There are also other days – they are few, but they exist, when I can wake up late, later than everyone around me: the family, the birds and earthworms, and also my phone, which auto-starts after 10 am. On such a day, I wake up and text my friend: ‘I just woke up’. He perhaps hears it in the tone of an achievement, and his reply often is – ‘Well done!’ Then the rest follows: brushing, breakfasting, chatting about nothing, and then an urgent feeling of uselessness. The day’s half-gone, but here I am.

Sweet lime juice and a book on Indian art – the morning climbs over the wall. It is noon. I must write, I must write – not because it’s a religion, but because I must put the thoughts collected through the night somewhere. I am a collector. And so I begin writing. If I’m in Sonipat, where I teach and live during the semester, I get up from writing and cook myself a quick lunch. It is always a rice dish – with dal and vegetables, or leftover rice turned into fried rice with vegetables and egg, occasionally with some shrimps. I often eat in bed, reading on my laptop or writing as I read. If I’m in Siliguri, which is where I always want to be, Sapna Didi will cook lunch for us and call me – ‘The food is getting cold. Hurry up, get into the bathroom …’

I try to continue writing after lunch, often giving it up for reading. I mostly read poems and essays. I speak to my friend if we are both free to talk. We mostly talk nonsense, though we say it in the most grown-up and serious manner. I will, in between writing something, inevitably open a new document and begin writing something unrelated there. It is perhaps a version of taking a break from the work at hand. That is why I am writing more than one thing at any given point of time. And so with books that I read.

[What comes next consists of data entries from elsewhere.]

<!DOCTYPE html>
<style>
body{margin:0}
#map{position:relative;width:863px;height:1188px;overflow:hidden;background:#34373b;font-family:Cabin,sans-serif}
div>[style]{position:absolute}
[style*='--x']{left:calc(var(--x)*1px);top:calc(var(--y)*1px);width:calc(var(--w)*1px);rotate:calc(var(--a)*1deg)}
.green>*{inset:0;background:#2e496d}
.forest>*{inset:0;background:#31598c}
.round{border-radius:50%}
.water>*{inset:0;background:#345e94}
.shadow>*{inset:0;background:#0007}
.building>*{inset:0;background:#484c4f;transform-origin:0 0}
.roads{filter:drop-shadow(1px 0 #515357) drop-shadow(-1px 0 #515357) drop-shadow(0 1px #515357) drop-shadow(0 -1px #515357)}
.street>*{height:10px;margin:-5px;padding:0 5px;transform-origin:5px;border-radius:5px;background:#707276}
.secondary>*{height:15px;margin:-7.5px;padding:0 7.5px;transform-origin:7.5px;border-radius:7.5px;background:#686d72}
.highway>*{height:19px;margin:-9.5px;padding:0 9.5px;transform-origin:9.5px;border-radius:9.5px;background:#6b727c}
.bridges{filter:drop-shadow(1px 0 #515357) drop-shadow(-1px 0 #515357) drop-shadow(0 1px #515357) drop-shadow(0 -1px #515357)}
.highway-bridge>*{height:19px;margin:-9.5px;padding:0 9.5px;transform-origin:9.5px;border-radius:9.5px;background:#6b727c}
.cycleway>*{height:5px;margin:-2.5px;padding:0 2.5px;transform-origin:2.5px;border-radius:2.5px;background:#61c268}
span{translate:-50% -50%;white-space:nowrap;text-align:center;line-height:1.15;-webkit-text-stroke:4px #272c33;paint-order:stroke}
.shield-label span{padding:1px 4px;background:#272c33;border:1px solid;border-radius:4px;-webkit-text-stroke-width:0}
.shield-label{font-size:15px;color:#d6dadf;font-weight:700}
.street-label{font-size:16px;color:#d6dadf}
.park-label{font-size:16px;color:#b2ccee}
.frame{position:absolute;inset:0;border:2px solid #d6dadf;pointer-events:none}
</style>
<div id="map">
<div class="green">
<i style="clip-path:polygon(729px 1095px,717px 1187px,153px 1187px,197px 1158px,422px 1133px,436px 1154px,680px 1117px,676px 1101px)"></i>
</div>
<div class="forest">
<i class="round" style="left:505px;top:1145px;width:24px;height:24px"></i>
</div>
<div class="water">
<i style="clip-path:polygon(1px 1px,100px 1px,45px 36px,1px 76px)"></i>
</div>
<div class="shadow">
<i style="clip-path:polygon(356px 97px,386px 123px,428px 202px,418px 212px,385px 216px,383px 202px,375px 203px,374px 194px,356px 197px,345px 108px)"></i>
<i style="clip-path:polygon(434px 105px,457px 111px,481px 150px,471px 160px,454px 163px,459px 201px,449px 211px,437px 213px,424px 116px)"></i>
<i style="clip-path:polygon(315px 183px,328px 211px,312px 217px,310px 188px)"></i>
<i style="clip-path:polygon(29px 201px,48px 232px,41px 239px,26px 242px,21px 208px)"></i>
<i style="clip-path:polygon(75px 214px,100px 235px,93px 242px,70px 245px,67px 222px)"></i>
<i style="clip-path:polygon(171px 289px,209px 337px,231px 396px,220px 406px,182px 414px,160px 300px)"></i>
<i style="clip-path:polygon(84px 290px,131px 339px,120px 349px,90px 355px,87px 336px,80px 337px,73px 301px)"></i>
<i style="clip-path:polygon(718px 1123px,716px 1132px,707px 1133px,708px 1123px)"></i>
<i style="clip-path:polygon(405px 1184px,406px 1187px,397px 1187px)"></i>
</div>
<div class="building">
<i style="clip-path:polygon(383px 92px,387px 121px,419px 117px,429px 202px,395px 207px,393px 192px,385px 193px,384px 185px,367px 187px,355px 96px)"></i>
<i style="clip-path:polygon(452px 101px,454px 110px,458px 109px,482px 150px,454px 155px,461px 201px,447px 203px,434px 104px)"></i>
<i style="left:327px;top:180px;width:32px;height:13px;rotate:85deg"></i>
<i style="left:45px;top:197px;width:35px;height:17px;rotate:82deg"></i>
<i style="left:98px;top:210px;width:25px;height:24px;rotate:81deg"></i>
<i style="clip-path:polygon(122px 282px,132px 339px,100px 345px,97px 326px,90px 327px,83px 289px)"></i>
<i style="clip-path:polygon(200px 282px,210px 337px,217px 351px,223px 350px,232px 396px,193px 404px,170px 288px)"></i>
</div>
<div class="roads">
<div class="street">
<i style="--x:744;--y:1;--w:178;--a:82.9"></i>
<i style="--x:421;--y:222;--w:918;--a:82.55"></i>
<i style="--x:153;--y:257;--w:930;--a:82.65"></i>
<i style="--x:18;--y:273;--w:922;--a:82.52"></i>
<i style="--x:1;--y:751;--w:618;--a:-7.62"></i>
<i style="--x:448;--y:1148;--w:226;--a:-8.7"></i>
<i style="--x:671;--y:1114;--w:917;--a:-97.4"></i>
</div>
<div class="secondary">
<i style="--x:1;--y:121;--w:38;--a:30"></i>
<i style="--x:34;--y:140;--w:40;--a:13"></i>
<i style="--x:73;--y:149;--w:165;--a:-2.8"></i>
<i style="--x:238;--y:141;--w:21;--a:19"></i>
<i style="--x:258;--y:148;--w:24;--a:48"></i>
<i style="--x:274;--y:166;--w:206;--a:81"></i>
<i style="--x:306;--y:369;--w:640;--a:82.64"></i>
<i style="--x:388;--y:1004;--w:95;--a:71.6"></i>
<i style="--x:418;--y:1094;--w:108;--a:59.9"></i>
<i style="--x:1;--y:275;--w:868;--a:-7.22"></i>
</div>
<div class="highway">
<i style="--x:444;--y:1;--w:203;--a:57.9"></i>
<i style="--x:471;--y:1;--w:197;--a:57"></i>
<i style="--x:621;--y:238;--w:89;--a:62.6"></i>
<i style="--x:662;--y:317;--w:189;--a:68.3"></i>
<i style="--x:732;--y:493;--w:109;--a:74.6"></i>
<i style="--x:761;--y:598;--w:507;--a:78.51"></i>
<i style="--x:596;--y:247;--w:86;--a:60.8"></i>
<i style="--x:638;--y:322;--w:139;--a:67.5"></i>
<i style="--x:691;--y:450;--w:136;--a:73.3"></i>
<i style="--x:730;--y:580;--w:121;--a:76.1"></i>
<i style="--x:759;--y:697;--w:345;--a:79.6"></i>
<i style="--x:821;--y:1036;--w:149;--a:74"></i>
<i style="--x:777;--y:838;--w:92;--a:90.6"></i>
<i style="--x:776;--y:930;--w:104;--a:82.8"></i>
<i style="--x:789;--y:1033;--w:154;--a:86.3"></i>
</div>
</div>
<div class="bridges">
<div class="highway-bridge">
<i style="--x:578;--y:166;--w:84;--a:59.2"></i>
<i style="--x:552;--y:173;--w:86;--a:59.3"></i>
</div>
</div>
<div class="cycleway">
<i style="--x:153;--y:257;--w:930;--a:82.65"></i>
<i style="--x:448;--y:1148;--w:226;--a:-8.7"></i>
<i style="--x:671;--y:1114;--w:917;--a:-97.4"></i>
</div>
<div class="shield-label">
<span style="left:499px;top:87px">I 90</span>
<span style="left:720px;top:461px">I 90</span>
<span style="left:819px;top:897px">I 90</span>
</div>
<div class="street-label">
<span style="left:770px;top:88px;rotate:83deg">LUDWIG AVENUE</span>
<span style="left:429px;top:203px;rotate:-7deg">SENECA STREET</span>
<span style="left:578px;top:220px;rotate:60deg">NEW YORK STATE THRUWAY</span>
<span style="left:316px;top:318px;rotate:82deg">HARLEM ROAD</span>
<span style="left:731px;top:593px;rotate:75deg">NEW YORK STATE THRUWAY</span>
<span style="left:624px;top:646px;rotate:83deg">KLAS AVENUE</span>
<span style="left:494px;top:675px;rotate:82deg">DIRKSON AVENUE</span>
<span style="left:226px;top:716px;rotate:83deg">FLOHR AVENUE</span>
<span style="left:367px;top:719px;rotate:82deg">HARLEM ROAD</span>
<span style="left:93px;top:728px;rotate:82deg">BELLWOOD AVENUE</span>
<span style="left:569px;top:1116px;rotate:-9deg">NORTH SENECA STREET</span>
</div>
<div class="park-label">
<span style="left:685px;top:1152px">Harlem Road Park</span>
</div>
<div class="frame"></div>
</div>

It is evening and the plants need to be watered. This takes nearly an hour, and before we eat an evening snack, I take a shower. Then I climb to the room on the second floor, close to the terrace. This is where I spend my evenings when I’m at home. I try to write, though in between I will walk to the fridge and hunt for a piece of old chocolate. I will also fill my water bottle even though I will forget to drink from it. Before the dinner of rice and fish curry, I speak to my mother on the phone, and to my nephew and niece.

I visit them every few days, and those are the days when I do nothing. I watch them play and eat and bathe and I feel alive again. Though I do not write a word on my laptop or notebook, it is possible that I write the most on those days.

I never forget to look at the sky. Like it, my life is the same every day, even though its colour might look different from the outside.